BEIJING (Reuters) - China's Internet police have claimed tangible results in the "people's war" against online pornography with the help of tip-offs, but they only scratched the surface, state media reported on Tuesday.
A month-long crackdown against online porn sponsored by 10 ministries had shut down 300 Web sites and deleted 10,200 links to pornographic Web sites and 10,000 online "porn games", the China Daily said, citing the Ministry of Public Security.
"Determined to protect their huge profits, porn distributors will do anything to avoid detection," the paper quoted Li Baozhong, an official with the General Administration of Press and Publication, as saying.
"They are becoming more and more insidious," Li said.
In April, Chinese President Hu Jintao launched a campaign to rid the country's unruly Internet of "unhealthy" content and make it a platform for Communist Party doctrine.
China's burgeoning Internet population reached 137 million in 2006, up 23 percent on the year before.
But despite a vast system of filters and tens of thousands of Internet monitors employed to wipe out salacious content and ideas contrary to Communist ideology, pornography remains prevalent in Chinese cyberspace.

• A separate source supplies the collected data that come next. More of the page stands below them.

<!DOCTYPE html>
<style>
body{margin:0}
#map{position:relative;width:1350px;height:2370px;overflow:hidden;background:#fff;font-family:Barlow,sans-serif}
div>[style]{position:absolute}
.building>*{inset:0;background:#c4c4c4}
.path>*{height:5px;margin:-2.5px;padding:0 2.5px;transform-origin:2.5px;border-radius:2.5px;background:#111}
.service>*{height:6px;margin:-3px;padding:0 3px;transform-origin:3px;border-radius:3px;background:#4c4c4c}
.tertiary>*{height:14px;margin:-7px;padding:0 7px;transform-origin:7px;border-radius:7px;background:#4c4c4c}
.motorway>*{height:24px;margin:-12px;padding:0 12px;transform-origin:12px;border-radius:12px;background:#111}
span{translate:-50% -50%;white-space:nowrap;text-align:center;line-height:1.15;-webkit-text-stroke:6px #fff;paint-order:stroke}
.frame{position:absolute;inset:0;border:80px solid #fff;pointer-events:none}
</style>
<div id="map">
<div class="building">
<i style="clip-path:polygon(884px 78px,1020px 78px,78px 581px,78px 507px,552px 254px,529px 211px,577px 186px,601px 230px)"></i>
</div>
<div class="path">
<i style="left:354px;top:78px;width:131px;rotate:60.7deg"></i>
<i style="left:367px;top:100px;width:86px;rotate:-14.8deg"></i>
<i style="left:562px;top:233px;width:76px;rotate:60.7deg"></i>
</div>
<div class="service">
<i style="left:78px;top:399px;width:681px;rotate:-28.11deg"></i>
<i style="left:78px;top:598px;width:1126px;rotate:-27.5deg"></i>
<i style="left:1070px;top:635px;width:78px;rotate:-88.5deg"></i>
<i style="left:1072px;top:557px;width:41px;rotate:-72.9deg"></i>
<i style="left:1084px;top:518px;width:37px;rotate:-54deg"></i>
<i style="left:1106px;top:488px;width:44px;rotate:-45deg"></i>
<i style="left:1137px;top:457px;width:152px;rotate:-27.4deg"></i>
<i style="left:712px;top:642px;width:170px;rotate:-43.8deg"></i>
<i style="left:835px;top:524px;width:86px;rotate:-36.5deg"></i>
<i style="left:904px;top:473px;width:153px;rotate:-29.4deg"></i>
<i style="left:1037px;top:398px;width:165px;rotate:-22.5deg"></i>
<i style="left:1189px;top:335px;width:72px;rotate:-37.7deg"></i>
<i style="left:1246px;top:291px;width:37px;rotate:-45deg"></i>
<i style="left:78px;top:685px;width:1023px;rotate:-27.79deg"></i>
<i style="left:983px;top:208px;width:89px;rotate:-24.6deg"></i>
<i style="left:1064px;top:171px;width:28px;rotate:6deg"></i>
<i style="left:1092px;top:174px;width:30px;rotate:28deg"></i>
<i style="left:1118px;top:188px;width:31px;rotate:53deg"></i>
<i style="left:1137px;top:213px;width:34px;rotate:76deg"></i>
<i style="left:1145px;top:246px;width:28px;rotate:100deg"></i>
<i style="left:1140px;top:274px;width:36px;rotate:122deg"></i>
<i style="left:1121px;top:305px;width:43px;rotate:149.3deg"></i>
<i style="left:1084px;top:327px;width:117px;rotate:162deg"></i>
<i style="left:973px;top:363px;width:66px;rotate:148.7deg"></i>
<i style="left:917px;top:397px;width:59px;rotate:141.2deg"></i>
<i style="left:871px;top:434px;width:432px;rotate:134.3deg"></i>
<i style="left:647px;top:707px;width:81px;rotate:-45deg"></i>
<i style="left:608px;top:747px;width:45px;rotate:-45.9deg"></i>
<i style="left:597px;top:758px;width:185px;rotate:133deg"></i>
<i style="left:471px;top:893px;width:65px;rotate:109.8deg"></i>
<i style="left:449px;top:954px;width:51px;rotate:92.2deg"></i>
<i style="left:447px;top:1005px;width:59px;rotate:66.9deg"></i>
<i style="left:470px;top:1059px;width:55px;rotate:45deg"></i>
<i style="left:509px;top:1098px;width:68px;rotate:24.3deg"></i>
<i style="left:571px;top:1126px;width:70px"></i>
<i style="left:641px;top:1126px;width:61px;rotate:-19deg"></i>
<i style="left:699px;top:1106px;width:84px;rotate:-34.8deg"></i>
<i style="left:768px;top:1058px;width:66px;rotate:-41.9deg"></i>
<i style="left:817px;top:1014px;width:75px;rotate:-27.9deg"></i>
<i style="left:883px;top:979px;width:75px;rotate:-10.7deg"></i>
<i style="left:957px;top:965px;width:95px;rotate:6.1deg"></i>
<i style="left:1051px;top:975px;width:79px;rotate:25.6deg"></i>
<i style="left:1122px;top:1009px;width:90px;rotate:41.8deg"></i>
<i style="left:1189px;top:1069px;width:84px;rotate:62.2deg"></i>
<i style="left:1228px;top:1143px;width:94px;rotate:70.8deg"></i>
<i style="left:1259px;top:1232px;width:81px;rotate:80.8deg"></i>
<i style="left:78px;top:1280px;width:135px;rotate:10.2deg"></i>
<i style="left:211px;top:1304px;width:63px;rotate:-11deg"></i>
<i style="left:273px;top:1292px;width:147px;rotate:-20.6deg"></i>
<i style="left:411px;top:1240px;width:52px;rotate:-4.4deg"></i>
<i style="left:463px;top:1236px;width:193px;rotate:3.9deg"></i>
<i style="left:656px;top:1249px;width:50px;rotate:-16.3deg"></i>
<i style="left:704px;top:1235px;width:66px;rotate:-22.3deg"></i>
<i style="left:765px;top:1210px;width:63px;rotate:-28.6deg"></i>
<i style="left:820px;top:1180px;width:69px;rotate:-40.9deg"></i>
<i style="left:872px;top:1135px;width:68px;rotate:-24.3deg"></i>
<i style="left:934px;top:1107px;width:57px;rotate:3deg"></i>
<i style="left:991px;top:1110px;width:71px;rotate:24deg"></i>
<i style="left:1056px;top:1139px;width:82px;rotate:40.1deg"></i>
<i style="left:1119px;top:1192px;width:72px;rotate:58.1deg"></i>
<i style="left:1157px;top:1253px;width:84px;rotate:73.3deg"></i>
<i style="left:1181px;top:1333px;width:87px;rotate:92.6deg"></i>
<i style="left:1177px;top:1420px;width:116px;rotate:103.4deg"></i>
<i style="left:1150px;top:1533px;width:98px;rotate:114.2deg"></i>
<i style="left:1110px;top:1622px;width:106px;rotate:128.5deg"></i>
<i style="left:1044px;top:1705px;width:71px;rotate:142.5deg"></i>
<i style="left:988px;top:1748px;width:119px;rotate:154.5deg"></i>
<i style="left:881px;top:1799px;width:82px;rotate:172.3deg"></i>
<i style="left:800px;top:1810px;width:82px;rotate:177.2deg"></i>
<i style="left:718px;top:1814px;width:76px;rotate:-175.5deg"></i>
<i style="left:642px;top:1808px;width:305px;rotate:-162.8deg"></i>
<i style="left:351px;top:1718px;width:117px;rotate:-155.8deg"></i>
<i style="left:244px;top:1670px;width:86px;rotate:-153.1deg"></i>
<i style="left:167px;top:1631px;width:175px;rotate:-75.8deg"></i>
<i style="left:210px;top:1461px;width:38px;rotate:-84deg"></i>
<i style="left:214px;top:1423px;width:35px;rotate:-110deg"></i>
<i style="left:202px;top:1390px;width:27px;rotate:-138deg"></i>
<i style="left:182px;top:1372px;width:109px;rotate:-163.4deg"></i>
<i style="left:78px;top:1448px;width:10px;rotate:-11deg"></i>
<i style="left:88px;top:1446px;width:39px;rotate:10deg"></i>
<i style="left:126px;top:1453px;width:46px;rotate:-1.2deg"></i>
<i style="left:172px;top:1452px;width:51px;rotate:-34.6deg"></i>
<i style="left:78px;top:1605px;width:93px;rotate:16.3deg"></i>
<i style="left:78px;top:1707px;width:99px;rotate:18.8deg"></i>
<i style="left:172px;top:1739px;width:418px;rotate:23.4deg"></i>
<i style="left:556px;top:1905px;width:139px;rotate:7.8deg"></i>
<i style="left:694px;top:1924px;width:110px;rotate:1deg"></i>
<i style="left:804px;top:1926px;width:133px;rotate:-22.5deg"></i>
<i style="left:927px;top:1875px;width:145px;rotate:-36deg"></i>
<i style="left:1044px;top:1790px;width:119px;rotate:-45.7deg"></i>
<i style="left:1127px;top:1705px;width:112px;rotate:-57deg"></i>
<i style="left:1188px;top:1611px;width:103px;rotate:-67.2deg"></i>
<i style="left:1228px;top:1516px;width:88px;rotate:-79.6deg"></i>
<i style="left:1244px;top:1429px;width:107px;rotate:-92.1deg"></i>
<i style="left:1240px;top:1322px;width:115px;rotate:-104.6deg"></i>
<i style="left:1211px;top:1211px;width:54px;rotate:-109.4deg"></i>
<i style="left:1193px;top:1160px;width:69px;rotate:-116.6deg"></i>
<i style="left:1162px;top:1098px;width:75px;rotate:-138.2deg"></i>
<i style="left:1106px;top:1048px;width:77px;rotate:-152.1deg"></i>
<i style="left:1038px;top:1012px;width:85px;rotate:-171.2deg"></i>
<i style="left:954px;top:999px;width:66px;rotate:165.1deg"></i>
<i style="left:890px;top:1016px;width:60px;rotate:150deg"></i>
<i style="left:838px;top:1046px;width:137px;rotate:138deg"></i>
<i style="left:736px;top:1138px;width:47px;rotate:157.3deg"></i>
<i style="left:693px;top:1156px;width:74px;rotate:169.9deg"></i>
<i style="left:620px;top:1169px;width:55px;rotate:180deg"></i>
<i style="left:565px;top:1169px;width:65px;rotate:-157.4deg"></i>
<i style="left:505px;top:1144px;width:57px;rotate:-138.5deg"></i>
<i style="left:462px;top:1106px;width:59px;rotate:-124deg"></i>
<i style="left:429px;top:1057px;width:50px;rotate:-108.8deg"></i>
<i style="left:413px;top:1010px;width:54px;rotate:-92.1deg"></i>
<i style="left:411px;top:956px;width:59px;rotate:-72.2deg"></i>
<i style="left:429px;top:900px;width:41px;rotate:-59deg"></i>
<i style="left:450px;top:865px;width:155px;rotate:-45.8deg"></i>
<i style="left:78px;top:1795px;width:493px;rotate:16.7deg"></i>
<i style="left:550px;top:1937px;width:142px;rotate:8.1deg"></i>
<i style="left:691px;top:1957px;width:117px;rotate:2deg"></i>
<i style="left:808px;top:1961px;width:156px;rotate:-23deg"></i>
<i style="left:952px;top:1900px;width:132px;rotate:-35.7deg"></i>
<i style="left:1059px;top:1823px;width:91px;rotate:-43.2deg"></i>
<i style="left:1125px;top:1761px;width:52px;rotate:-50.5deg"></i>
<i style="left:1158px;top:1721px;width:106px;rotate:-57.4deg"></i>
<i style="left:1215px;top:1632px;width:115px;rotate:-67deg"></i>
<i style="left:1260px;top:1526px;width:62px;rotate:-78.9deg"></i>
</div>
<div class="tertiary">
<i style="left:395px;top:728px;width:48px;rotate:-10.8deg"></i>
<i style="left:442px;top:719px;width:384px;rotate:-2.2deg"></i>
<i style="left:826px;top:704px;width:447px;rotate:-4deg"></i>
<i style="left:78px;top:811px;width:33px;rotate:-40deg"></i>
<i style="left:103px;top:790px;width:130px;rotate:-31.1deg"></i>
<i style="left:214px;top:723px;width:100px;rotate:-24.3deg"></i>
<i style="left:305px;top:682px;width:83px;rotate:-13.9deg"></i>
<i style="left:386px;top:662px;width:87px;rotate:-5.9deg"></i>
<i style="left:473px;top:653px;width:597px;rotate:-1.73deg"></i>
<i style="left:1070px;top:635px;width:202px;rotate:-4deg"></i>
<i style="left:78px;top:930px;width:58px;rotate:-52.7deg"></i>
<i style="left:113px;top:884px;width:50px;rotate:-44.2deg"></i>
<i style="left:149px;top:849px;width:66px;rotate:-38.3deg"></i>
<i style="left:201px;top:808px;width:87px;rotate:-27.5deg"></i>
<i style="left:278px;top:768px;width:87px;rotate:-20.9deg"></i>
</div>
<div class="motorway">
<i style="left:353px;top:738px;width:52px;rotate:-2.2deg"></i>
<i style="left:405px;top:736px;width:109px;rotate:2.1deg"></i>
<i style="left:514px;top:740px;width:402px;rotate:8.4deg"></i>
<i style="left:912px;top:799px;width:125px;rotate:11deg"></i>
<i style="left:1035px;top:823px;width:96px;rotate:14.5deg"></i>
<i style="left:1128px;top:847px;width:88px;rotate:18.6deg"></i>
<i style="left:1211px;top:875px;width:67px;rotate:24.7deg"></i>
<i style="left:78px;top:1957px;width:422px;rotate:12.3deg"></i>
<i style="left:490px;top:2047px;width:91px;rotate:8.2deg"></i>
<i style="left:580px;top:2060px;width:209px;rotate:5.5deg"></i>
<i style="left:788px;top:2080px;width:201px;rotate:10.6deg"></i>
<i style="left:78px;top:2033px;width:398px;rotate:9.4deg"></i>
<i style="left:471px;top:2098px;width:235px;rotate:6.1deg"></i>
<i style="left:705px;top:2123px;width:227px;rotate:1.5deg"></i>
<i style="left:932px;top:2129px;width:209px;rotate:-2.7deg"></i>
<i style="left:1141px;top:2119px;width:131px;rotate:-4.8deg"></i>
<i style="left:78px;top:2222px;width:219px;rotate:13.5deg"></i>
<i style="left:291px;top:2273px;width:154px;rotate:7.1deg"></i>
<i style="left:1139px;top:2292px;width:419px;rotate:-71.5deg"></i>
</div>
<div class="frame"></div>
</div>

"It is a constant battle to uncover the latest tricks," Li said, adding that the country's banking regulator had been recruited to cut off porn operators' funding channels.
Li said a new system regulating Internet content and limiting the amount of time the nation's youth could spend online was expected to be launched next month.
China in April released a string of regulations aimed at curbing excessive online-game playing to curb Internet addiction in the nation's youth, including a real name and identity registration system, but within weeks, newspapers had printed articles about the ease of subverting the regime.